A falta de auditorias independentes, relatórios de impacto à proteção de dados, políticas claras de retenção e descarte de imagens e canais efetivos para o exercício dos direitos dos titulares ainda agrava mais o cenário. Na prática, os cidadãos não sabem que estão sendo monitorados, não têm acesso às informações sobre os dados encontrados, nem sabem como — ou com quem — exercer seus direitos.
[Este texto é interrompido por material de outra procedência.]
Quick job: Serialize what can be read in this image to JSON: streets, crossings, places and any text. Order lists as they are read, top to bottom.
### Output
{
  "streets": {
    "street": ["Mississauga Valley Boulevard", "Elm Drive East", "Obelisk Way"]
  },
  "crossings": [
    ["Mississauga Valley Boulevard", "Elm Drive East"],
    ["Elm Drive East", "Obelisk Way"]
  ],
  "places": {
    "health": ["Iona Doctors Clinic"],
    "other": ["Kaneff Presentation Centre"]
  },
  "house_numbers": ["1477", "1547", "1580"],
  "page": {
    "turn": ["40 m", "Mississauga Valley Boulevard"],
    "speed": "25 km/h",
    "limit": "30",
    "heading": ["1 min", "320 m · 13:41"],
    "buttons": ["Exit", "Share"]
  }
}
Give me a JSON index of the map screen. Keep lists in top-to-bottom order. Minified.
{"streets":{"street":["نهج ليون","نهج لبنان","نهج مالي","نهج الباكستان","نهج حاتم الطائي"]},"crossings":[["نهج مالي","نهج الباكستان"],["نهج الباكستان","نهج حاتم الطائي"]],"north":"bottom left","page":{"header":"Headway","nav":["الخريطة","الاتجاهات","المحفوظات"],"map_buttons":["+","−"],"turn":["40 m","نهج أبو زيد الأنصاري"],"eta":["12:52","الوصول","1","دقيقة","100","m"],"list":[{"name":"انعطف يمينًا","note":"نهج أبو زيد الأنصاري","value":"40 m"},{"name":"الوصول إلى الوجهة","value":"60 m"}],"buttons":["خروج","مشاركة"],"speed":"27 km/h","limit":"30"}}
Nesse contexto, é urgente que o uso do reconhecimento facial seja objeto de debate público moderno, regulamentação específica e controle efetivo por parte da ANPD.

A adoção de tecnologias inovadoras não pode ser dissociada da ética, da legalidade e da proteção à dignidade humana. A pública é um valor importante, mas não pode ser alcançada aos custos de segurança da violação dos direitos fundamentais. Nenhum sistema de vigilância — por mais eficiente que pareça — pode ser ocasionado pela perda da liberdade de um inocente.

Portanto, o reconhecimento facial precisa deixar de ser um instrumento de vigilância opaco e se tornar uma tecnologia regulada, auditável e sujeita ao controle social e judicial. Sem isso, normalizamos a exceção como regra, e colocando em risco pilares centrais da democracia.

A advogada Adriana Garibe é sócia e coordenadora da área de Direito Digital da Lemos Advocacia Para Negócios.